That is a gesture of dominance. Horses were designed to live in herds so that they could rely on one another to keep each other safe from predators, and much like dogs or wolves, there is a pecking order in a herd of horses. There is an alpha horse, the one who makes all the decisions for the herd and is the most trusted. You'll often see the alpha horse pinning it's ears at other horses sometimes kicking them or getting them to move out of the way. This isn't the horse "bullying" the other horses as most people think; the alpha horse is simply reasserting it's dominance. Horses are always more comfortable when they know where they stand in the herd hierarchy. They don't need to be babied, they need for you to be the leader and make the decisions, and then they will feel comfortable around you.
A horse sees you, the human, as part of the herd. You and the horse, when you are together, are a herd of two. When your horse hits you with the back of its head, it's a dominant gesture. The horse is saying, "I'm the leader, I make the decisions, now get out of my way!" She's doing this because you've never taught her that YOU are the leader. There can never be two equal positions in a herd. Since you've never stepped up and said, "Excuse me horse, I am the leader, and you are not," the horse is going to assume the position of alpha over you.

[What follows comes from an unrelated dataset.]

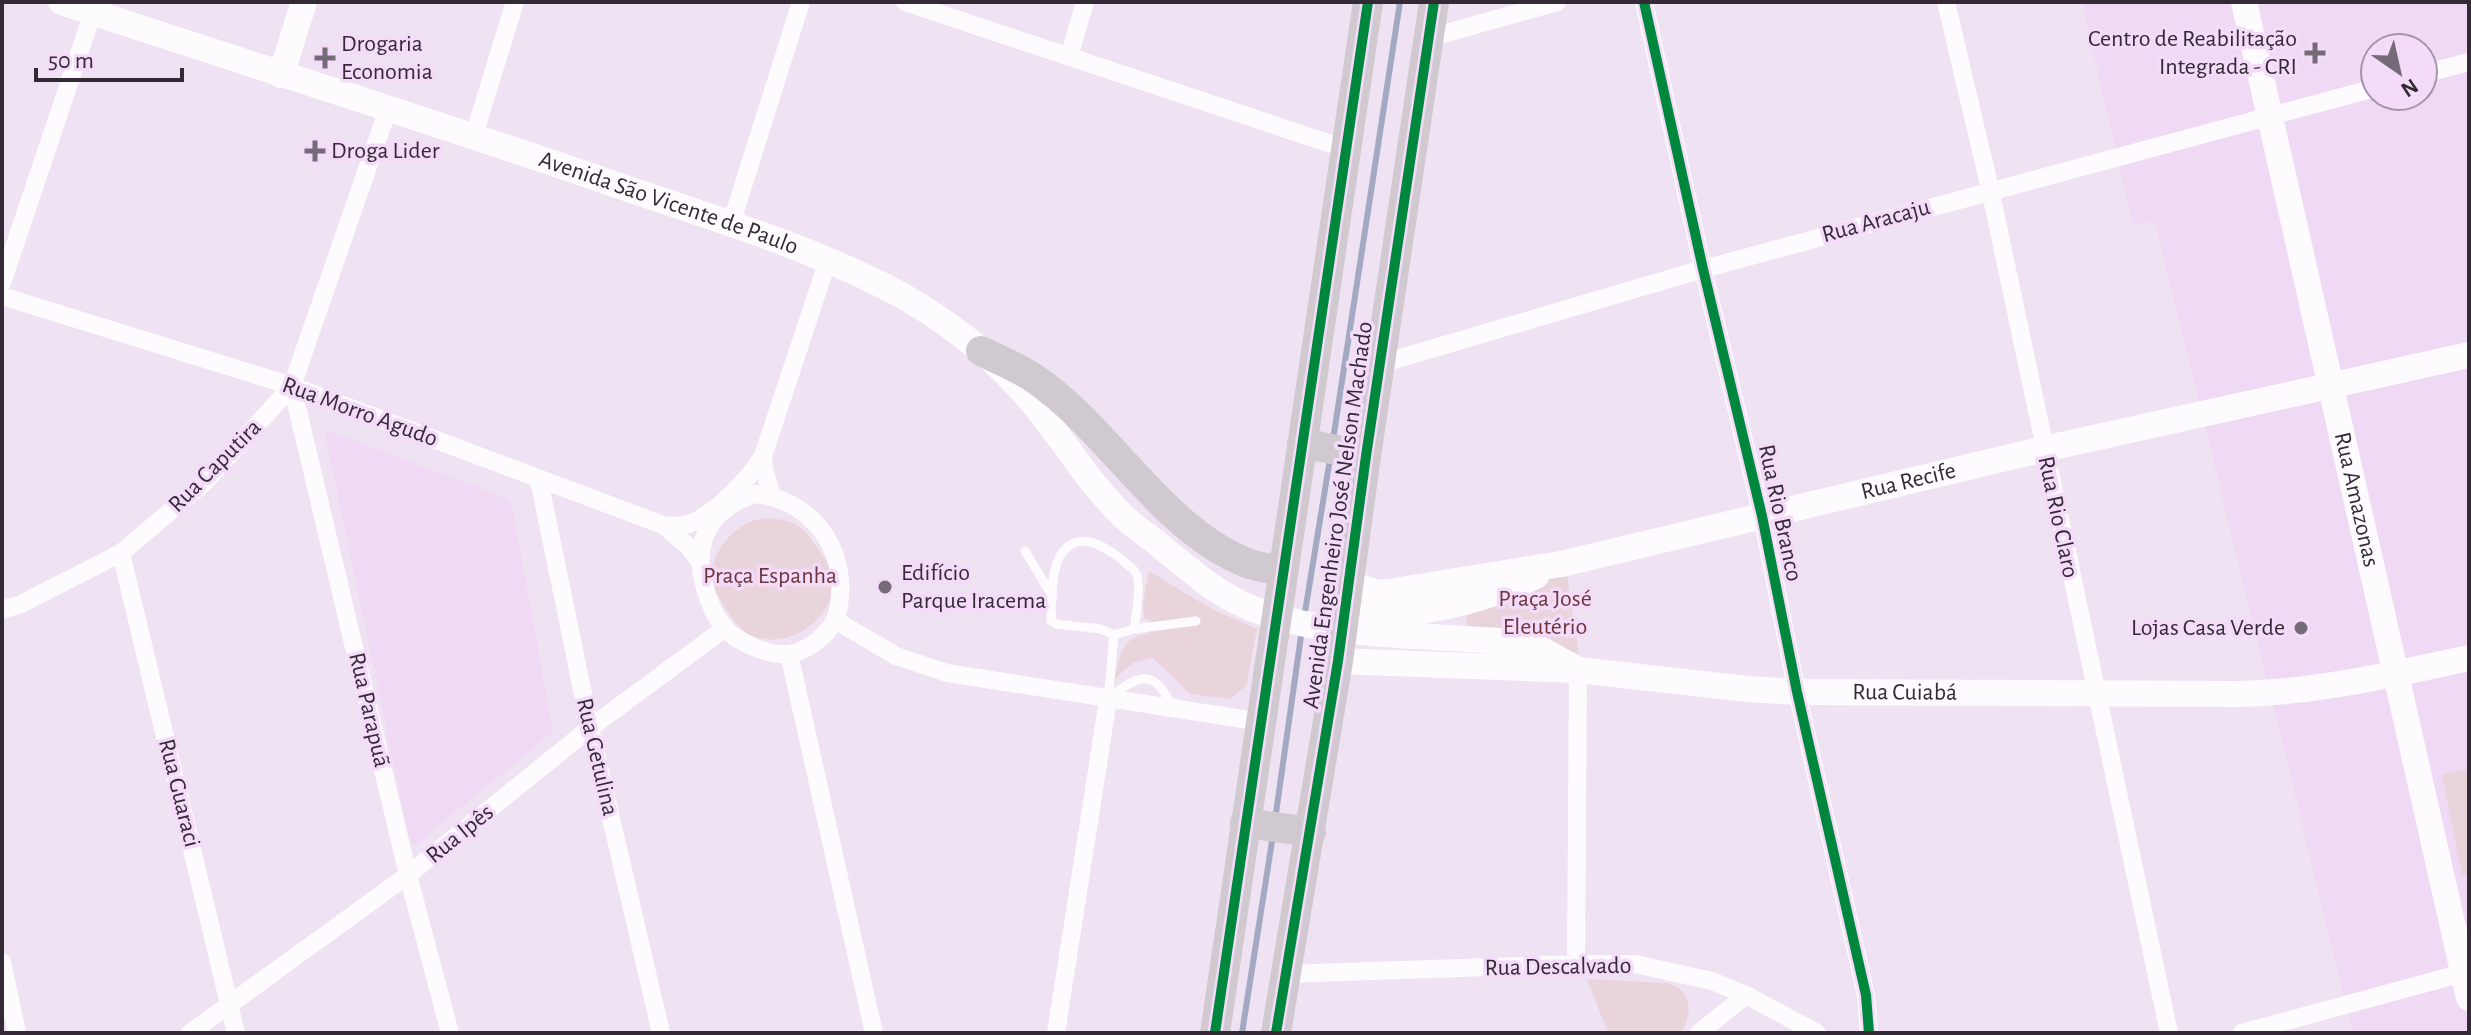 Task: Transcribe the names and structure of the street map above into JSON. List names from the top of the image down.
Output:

Now you might wonder, what's so bad about the horse being the leader over you? Well, without the discipline and respect that comes from you being the leader, the horse's behavior quickly becomes dangerous. A leader horse would NEVER let a horse that is lower on the totem pole invade their space without permission. Since you let your horse invade your space without permission by letting her hit you, you're saying to her, "Okay, okay, fine. You win." The horse will quickly learn that it is okay to boss you around, and can lead to behaviors such as biting, kicking, rearing, pushing you, etc., which is all very dangerous.
Now, just because she invaded your space or disrespected you DOESN'T mean you should start hitting her over and over again, get angry, or beat her, or take away her feed, etc. Its not her fault that she is playing her role as leader. The next time she goes to hit you, immediately turn around to face her, look her sternly in the eye, say, "NO!" and back her up. Get her out of your space. You can do this by marching towards her, or raising your arms, and if all else fails, you can push her out of your space. Consistency is the key; you have to consistently correct all her disrespectful behaviors. Sometimes it can take a long time before she finally figures out that you're the leader; don't give up! Horses don't need democracy, they need leadership and trust, and this means spending lots of time with her as well, even if you don't do anything with her.
I really highly encourage you to look up the book "The Soul of a Horse" by Joe Camp. The guy who wrote it was in a similar situation as you are, and it's a really helpful and insightful book. Also look up Monty Roberts, Clinton Anderson, and whatever other natural horsemen you can find.